The main codex-ops npm package depends on scoped @codexops/* platform
packages through optionalDependencies. The release workflow is tag-driven:
push a vX.Y.Z tag matching package.json / Cargo.toml, and Actions builds
the platform binaries, npm tarballs, crate archive, release-manifest.json, and
top-level SHA256SUMS once. Those assets are uploaded to a draft GitHub
Release before registry publishing starts.
Publishing to crates.io and npm is gated by the GitHub release environment.
After approval, the workflow publishes the crate, then the scoped platform npm
tarballs, then the main npm tarball. npm publish steps reuse the previously
packed tarballs and skip package versions that already exist, so a failed
registry publish can be retried from the same tag. When all registry publishes
finish, the draft GitHub Release is published.

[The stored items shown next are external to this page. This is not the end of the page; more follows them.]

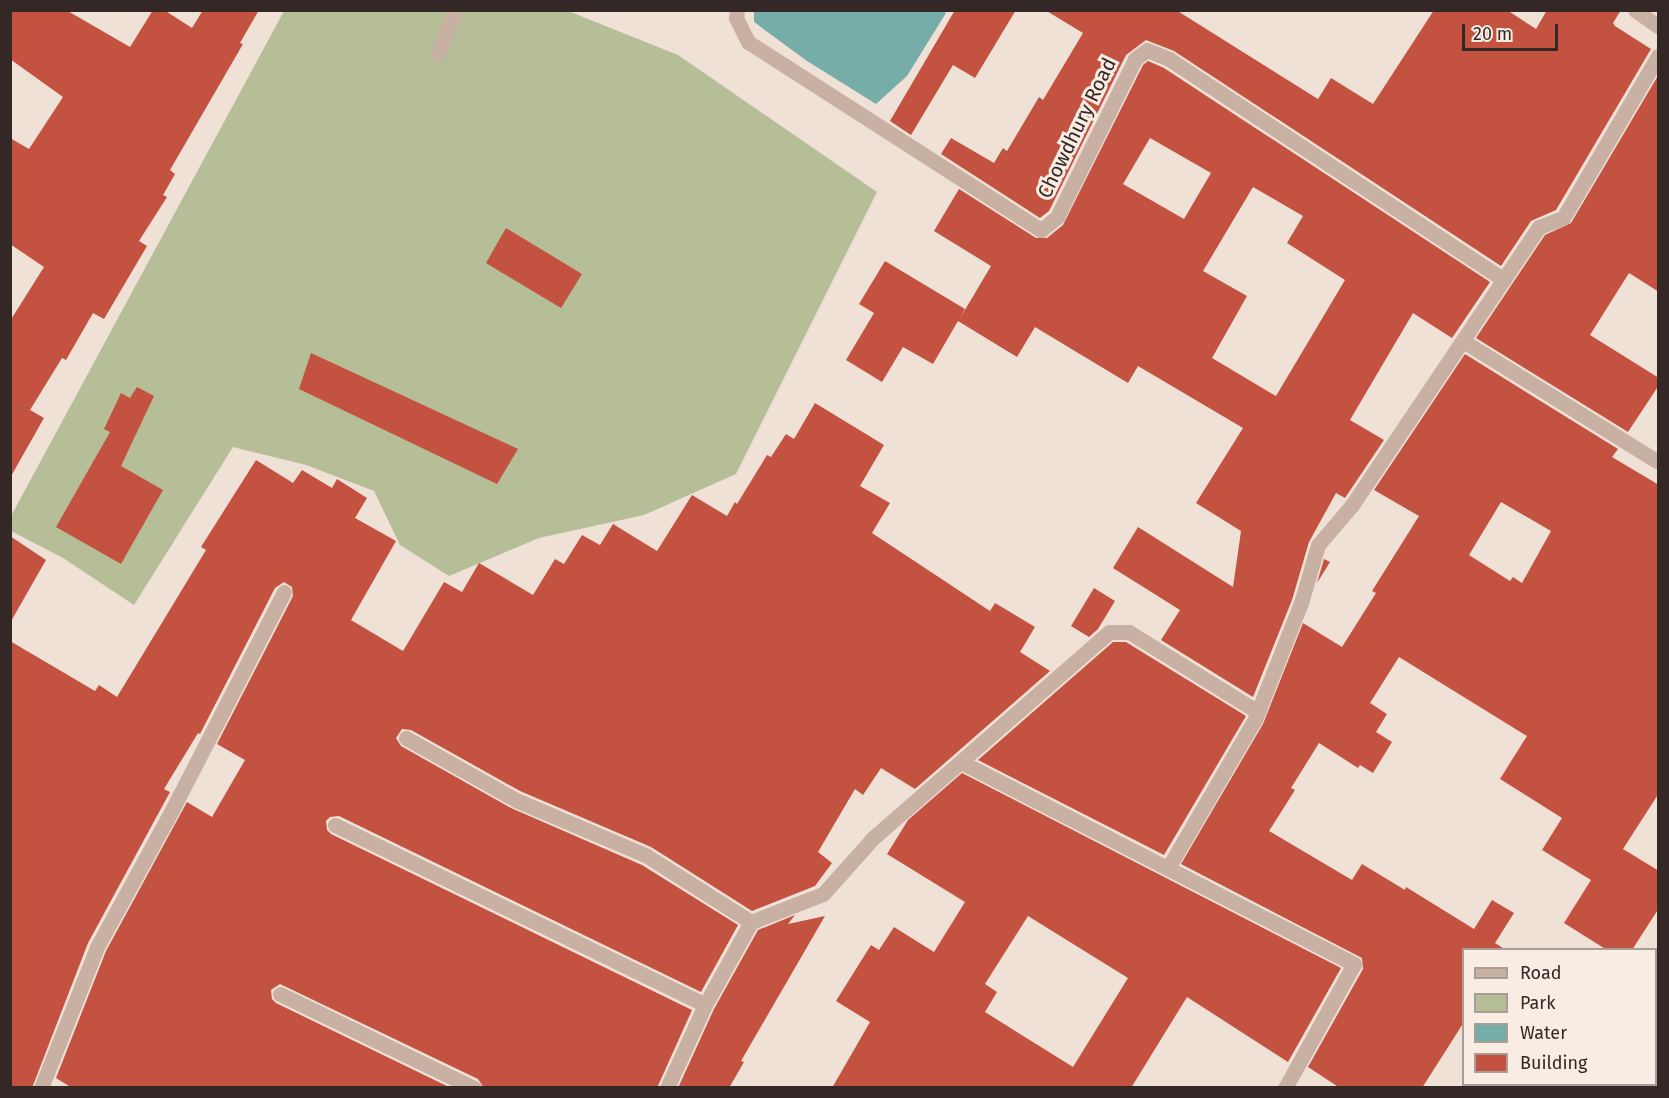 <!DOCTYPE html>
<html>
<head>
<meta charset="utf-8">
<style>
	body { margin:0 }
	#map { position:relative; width:1669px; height:1098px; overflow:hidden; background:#f0e1d7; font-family:"Fira Sans",sans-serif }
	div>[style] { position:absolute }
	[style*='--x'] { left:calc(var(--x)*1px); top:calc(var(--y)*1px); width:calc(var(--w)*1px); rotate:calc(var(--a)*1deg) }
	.green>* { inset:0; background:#b6be98 }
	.water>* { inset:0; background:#77ada9 }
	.building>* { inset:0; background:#c45241 }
	.minor>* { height:15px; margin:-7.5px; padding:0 7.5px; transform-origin:7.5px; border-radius:7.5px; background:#c8b0a3 }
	span { translate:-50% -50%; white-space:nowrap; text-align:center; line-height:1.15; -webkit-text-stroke:6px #f8ece3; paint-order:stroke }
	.street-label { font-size:20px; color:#332825 }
	.frame { position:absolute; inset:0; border:12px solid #332825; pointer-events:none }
	.legend { position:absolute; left:1462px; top:948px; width:195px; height:138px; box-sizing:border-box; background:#f8ece3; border:2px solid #a99e97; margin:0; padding:8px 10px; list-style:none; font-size:18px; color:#332825 }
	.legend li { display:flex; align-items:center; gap:12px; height:30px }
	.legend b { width:30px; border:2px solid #a99e97 }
	.scale { position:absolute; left:1462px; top:24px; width:96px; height:27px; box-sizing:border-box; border:3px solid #332825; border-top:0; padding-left:8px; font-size:18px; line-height:21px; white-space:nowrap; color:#332825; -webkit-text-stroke:4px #f8ece3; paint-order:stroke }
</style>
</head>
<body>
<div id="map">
	<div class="green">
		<i style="clip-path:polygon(284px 11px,568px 11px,678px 55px,877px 192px,736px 474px,644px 515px,539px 538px,449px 576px,400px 545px,374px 491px,306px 465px,233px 447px,134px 605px,63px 558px,11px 531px,11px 516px)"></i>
	</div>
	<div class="water">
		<i style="clip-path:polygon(754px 11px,942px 10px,946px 13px,907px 76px,876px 104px,807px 61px,754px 22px)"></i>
	</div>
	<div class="building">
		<i style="clip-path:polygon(10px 10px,66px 10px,130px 47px,153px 10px,164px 10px,192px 28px,203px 10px,259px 10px,240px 43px,243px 44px,170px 170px,175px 174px,163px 195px,167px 197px,139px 241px,147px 246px,104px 319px,93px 313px,66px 360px,62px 358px,30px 410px,44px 418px,10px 478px,10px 321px,44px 267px,10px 244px,10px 138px,29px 149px,63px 97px,10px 59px)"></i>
		<i style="clip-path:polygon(955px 10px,1016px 10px,975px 78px,953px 65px,911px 135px,890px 121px)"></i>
		<i style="clip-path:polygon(1045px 10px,1176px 10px,1318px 99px,1331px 78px,1373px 104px,1434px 10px,1507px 10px,1536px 29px,1547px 10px,1621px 10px,1613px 23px,1615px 26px,1651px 49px,1556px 210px,1531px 221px,1501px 266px,1174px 51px,1146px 40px,1126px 55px,1049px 211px,1040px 218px,941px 154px,951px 138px,994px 163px,1003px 148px,1007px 151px,1039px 97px,1043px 100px,1083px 33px)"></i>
		<i style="clip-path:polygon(evenodd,1148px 61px,1164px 68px,1490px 282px,1452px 338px,1413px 313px,1350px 420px,1384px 440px,1345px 498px,1336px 493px,1309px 542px,1292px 600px,1253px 697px,1161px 640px,1180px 610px,1113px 568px,1138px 527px,1233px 587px,1241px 531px,1196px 503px,1243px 428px,1138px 366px,1128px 383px,1035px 327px,1017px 357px,958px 321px,933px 364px,903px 347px,882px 382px,846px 360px,874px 313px,859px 304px,885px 261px,965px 309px,959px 320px,991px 266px,934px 231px,959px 189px,1036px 238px,1047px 238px,1063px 225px,1143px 65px,1148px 61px,1150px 138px,1211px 173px,1184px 219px,1123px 184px,1150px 138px,1148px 61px,1253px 187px,1303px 216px,1287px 243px,1345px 280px,1276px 396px,1212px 358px,1247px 296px,1203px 271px,1253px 187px)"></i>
		<i style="clip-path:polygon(1659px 74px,1659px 292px,1629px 273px,1590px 335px,1659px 378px,1659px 385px,1628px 432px,1476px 338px,1545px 235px,1571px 223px)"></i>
		<i style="clip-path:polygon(506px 228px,582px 274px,561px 308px,486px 263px)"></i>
		<i style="clip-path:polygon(311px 353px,518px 449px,497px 484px,299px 389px)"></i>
		<i style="clip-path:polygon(evenodd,1465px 354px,1618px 449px,1612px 457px,1659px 485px,1659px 793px,1623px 849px,1659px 871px,1659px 908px,1632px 950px,1607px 950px,1564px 923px,1591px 880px,1542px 850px,1562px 818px,1500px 779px,1527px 736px,1399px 657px,1370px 703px,1387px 714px,1376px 732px,1392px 742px,1373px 773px,1360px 765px,1358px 768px,1319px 743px,1291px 788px,1295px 790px,1269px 831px,1352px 880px,1362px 864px,1405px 890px,1406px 887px,1474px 929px,1492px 900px,1514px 913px,1495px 943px,1506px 950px,1464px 950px,1464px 1022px,1422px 1088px,1340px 1088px,1308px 1067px,1363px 969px,1362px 958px,1181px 864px,1263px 724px,1303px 623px,1342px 647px,1376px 593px,1372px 591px,1419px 516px,1374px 490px,1465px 354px,1501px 502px,1551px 531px,1522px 583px,1513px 577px,1510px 581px,1469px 555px,1501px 502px)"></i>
		<i style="clip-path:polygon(137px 387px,154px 396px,121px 466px,163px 490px,121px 564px,56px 527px,110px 432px,104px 429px,121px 393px,130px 398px)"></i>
		<i style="clip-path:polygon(815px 403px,884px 445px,860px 486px,890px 503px,872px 533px,990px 611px,995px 603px,1035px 627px,1020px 652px,1050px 671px,915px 789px,881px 768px,863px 795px,855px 789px,818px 852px,832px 863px,815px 886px,752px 911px,651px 847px,520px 791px,411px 730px,402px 729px,396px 738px,401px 746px,511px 808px,642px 865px,738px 925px,701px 992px,339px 816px,330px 817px,326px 821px,327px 830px,331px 834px,692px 1010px,657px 1088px,484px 1088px,478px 1079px,280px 984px,271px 990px,272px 999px,276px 1003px,451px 1088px,72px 1088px,56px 1078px,106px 951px,187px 802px,212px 817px,245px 760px,217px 744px,293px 596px,292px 587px,284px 582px,275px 588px,200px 734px,198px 733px,164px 789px,170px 792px,88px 943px,32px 1088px,10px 1088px,10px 641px,95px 691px,99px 685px,117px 697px,206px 550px,201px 547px,256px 460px,293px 483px,302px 470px,332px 488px,337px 479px,367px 498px,355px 518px,396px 541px,351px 620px,403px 651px,444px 582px,462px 592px,479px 563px,533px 595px,555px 559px,564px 564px,582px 535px,600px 545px,613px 524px,657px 551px,692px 495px,727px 516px,735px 502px,737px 504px,767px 455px,771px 457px,786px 434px,794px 439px)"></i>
		<i style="clip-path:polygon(10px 536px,46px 560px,10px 623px)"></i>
		<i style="clip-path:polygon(1324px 559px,1330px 562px,1317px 583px)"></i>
		<i style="clip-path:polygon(1094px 588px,1115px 601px,1098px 629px,1089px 637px,1071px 626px)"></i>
		<i style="clip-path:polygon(1113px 642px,1126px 642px,1246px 716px,1164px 855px,978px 760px)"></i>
		<i style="clip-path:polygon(evenodd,962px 773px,1341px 968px,1288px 1062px,1187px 997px,1131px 1088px,832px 1088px,870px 1022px,836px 1001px,871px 945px,879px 950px,894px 927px,934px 952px,965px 902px,887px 854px,908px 820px,962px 773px,1028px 916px,1128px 978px,1073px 1067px,985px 1012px,997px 992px,985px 984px,1028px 916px)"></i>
		<i style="clip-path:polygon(795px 915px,788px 924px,825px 916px,741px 1061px,744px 1062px,729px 1088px,678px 1088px,714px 1009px,758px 930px)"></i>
	</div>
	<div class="minor">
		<i style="--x:737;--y:10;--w:8;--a:97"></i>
		<i style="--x:736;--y:18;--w:27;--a:63"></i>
		<i style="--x:748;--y:42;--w:348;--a:32.7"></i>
		<i style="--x:1041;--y:230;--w:21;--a:-39"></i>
		<i style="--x:1057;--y:217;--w:176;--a:-63.7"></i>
		<i style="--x:1135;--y:59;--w:15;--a:-37"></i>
		<i style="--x:1147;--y:50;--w:24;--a:22"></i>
		<i style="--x:1169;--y:59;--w:401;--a:33.4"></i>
		<i style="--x:1635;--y:10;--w:28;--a:35"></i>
		<i style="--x:438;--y:54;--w:47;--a:-68.9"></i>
		<i style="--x:1463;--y:341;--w:229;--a:31.8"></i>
		<i style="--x:406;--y:738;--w:126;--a:29.4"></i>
		<i style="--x:516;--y:800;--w:142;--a:23.1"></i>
		<i style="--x:647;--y:856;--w:123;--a:32.4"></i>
		<i style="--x:751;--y:922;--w:95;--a:119"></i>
		<i style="--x:961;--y:762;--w:442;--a:27.2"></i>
		<i style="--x:1354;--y:964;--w:142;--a:119.1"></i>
		<i style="--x:335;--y:825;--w:411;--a:25.9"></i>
		<i style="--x:705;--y:1005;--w:91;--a:114.6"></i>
		<i style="--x:1168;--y:868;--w:173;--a:-59.7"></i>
		<i style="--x:1255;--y:719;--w:125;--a:-68.4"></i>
		<i style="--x:1301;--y:603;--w:60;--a:-73.7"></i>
		<i style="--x:1318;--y:545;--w:52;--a:-49.6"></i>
		<i style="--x:1352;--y:505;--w:335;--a:-56.1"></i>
		<i style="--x:1539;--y:227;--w:26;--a:-21"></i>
		<i style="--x:1563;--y:218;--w:188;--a:-59.6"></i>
		<i style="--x:751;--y:922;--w:77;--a:-21.3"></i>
		<i style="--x:823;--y:894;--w:75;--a:-48.2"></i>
		<i style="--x:873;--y:838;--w:313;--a:-41.1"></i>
		<i style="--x:1109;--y:632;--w:20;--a:0"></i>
		<i style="--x:1129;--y:632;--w:152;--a:31.8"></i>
		<i style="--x:280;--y:994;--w:216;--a:25.9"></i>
		<i style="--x:41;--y:1088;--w:152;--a:-68.3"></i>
		<i style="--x:97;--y:947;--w:156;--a:-61.3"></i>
		<i style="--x:172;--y:810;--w:245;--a:-62.8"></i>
	</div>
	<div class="street-label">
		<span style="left:1077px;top:128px;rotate:-64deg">Chowdhury Road</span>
	</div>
	<div class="frame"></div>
	<ul class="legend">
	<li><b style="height:8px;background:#c8b0a3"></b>Road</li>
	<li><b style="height:16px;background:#b6be98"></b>Park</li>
	<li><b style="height:16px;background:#77ada9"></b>Water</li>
	<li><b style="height:16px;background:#c45241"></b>Building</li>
	</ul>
	<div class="scale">20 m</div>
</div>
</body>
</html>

Before publishing, recheck npm platform package name availability, crates.io
token access, GitHub release environment approval, and whether any legacy
migration package or alias is needed.
Data Safety
codex-ops reads local Codex files such as $CODEX_HOME/auth.json,
$CODEX_HOME/sessions, and $CODEX_HOME/codex-ops/*. Do not commit real
auth files, raw session JSONL, account IDs, tokens, cwd values, or user content.
Use only synthetic fixtures under test/fixtures/**.